Give back exactly the stretch of data below from the line holding "Quick job: Extract" through the line holding "I am building", both ends included, and leave the remaining lines out.

[Recorded data]
━━━━━━
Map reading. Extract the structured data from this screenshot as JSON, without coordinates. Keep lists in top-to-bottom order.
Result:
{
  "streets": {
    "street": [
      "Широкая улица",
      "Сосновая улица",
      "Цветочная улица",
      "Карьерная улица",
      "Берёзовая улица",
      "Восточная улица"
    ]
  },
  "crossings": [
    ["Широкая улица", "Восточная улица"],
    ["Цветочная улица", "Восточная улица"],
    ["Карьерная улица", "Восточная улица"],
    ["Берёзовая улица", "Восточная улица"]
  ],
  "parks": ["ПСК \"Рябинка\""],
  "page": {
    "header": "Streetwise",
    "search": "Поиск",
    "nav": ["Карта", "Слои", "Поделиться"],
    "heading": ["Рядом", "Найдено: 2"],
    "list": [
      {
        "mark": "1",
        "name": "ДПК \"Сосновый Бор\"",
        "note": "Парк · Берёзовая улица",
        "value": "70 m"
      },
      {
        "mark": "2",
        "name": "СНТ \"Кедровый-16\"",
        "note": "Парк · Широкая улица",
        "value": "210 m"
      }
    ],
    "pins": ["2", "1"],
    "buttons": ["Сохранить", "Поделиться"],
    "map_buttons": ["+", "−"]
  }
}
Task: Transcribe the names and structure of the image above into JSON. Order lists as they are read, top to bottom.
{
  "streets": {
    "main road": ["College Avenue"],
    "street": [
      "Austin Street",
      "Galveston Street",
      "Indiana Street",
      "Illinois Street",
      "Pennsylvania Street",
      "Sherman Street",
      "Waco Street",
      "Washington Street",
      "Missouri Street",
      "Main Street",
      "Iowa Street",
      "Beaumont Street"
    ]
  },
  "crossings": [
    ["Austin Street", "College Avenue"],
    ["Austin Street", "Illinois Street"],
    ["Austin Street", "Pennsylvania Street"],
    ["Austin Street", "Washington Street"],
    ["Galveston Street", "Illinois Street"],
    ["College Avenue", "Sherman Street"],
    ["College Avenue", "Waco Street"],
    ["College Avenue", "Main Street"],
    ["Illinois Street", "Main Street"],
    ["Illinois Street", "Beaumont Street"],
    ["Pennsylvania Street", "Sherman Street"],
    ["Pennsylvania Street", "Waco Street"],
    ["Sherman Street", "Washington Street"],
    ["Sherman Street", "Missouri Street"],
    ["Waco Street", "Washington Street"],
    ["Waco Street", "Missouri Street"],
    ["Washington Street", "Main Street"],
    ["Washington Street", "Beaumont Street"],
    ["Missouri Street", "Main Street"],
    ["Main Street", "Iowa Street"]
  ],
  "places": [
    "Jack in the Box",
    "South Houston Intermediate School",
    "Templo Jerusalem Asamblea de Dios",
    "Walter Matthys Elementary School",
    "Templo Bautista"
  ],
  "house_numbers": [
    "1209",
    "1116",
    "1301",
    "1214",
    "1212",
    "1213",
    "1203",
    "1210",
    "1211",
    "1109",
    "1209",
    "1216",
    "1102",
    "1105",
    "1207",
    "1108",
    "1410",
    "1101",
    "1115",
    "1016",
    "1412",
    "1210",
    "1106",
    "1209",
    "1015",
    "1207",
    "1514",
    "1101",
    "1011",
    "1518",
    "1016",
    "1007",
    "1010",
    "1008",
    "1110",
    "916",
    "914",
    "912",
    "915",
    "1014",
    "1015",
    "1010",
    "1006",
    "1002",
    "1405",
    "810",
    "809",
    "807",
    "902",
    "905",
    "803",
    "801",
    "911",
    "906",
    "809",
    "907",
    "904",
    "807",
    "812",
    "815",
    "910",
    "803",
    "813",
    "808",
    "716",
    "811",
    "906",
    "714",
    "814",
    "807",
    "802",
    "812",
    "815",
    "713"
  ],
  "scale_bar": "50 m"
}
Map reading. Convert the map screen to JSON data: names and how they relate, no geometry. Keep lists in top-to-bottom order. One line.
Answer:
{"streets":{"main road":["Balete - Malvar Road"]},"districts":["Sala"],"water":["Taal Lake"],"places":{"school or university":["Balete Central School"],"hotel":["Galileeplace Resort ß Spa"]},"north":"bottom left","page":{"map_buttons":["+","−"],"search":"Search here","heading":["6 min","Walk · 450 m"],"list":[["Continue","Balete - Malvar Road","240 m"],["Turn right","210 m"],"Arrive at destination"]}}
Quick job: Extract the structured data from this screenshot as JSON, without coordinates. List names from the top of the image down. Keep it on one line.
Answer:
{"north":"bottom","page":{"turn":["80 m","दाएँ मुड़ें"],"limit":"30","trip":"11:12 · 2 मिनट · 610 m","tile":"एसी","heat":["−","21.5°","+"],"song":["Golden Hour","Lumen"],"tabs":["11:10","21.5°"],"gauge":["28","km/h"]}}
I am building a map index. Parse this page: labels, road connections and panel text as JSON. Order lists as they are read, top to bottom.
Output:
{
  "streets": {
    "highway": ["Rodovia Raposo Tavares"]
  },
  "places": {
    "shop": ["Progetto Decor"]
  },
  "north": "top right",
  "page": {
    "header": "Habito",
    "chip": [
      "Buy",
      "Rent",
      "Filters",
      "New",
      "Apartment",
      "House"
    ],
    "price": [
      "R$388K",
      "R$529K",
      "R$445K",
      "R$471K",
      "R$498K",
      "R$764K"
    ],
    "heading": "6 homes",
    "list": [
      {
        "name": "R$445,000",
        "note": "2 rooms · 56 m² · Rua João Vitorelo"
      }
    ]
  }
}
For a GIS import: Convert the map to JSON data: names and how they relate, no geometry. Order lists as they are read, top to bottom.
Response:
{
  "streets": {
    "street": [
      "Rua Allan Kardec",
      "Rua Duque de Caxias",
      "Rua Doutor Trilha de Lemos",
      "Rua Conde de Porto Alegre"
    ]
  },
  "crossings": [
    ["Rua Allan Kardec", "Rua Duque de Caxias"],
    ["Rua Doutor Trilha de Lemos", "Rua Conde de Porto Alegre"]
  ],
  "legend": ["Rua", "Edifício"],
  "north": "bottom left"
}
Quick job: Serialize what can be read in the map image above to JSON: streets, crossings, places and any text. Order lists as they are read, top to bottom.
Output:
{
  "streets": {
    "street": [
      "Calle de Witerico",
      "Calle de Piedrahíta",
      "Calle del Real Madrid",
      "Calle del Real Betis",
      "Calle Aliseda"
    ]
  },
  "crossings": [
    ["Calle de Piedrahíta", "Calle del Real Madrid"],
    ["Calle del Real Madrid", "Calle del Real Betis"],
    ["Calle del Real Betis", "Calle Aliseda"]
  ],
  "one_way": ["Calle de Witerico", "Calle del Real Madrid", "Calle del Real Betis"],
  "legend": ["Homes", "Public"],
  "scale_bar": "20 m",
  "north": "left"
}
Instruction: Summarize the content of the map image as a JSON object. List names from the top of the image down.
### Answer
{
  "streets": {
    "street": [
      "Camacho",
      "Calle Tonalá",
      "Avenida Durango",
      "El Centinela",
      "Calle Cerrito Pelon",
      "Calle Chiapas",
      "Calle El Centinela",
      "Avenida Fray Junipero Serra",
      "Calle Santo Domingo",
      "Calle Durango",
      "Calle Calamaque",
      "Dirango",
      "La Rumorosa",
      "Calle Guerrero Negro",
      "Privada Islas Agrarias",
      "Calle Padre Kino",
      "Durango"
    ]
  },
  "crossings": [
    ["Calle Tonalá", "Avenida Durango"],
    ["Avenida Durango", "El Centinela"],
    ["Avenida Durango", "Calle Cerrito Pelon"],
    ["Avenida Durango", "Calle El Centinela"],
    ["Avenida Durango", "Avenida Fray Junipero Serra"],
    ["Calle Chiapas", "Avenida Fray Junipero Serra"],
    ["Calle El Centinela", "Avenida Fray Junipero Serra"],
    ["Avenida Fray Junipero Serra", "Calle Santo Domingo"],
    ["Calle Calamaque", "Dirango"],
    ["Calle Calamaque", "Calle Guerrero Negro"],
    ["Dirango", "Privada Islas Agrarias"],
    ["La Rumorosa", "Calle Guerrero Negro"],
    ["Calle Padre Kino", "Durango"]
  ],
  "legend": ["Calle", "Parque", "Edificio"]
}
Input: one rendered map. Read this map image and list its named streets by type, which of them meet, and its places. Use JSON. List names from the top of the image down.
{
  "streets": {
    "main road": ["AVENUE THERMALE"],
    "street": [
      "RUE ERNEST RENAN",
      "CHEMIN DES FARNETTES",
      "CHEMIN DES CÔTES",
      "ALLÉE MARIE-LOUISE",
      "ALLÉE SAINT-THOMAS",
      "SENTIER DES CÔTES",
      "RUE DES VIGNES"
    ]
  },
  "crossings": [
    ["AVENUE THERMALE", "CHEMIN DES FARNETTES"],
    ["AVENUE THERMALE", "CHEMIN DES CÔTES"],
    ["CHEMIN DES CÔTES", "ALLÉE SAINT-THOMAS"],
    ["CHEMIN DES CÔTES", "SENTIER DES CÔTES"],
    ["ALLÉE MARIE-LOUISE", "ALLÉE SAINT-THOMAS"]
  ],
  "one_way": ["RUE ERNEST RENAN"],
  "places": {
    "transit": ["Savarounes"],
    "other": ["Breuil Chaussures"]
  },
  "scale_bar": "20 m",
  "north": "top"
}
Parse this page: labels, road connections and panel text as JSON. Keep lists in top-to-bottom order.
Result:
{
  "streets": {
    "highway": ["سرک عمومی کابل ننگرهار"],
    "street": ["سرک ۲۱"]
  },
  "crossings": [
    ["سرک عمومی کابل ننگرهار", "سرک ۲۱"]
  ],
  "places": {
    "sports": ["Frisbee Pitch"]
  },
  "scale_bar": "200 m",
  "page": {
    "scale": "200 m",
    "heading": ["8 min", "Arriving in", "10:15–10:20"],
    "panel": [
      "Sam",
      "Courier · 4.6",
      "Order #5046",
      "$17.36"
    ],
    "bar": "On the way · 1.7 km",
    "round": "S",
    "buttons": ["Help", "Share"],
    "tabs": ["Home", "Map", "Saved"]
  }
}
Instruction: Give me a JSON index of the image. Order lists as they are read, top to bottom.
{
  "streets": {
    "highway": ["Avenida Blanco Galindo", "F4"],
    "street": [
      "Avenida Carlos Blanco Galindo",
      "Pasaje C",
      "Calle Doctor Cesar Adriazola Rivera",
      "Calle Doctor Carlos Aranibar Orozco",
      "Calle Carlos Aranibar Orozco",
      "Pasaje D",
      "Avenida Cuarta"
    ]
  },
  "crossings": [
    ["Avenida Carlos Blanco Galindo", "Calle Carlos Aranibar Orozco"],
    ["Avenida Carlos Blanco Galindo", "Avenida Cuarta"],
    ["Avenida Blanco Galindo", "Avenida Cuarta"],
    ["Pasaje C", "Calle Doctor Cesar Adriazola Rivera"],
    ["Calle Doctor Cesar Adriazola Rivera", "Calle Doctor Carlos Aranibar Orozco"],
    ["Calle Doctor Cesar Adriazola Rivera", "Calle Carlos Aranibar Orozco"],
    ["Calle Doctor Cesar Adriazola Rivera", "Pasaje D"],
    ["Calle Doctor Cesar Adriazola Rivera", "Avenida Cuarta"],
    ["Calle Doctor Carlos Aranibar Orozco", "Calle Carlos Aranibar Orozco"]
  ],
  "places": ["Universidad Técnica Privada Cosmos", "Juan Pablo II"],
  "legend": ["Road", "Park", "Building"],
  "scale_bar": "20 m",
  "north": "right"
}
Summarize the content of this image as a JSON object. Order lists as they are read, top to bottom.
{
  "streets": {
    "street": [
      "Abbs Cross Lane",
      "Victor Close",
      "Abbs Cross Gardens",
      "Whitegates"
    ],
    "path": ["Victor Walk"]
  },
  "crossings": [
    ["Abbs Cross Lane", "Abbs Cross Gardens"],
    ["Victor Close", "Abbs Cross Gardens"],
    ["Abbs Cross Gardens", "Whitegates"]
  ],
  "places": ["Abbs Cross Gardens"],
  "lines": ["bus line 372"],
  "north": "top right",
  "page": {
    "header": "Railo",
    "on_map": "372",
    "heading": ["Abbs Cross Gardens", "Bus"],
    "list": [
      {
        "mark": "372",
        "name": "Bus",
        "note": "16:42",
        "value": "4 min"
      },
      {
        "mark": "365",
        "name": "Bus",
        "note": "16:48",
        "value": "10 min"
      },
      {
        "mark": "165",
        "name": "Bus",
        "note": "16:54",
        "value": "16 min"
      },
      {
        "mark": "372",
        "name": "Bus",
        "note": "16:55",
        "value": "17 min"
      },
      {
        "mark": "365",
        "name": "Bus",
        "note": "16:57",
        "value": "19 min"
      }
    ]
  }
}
━━━━━━
> **SOLUTION TO THE PROBLEM**
Quick job: Extract the structured data from this screenshot as JSON, without coordinates. List names from the top of the image down. Keep it on one line.
Answer:
{"north":"bottom","page":{"turn":["80 m","दाएँ मुड़ें"],"limit":"30","trip":"11:12 · 2 मिनट · 610 m","tile":"एसी","heat":["−","21.5°","+"],"song":["Golden Hour","Lumen"],"tabs":["11:10","21.5°"],"gauge":["28","km/h"]}}
I am building a map index. Parse this page: labels, road connections and panel text as JSON. Order lists as they are read, top to bottom.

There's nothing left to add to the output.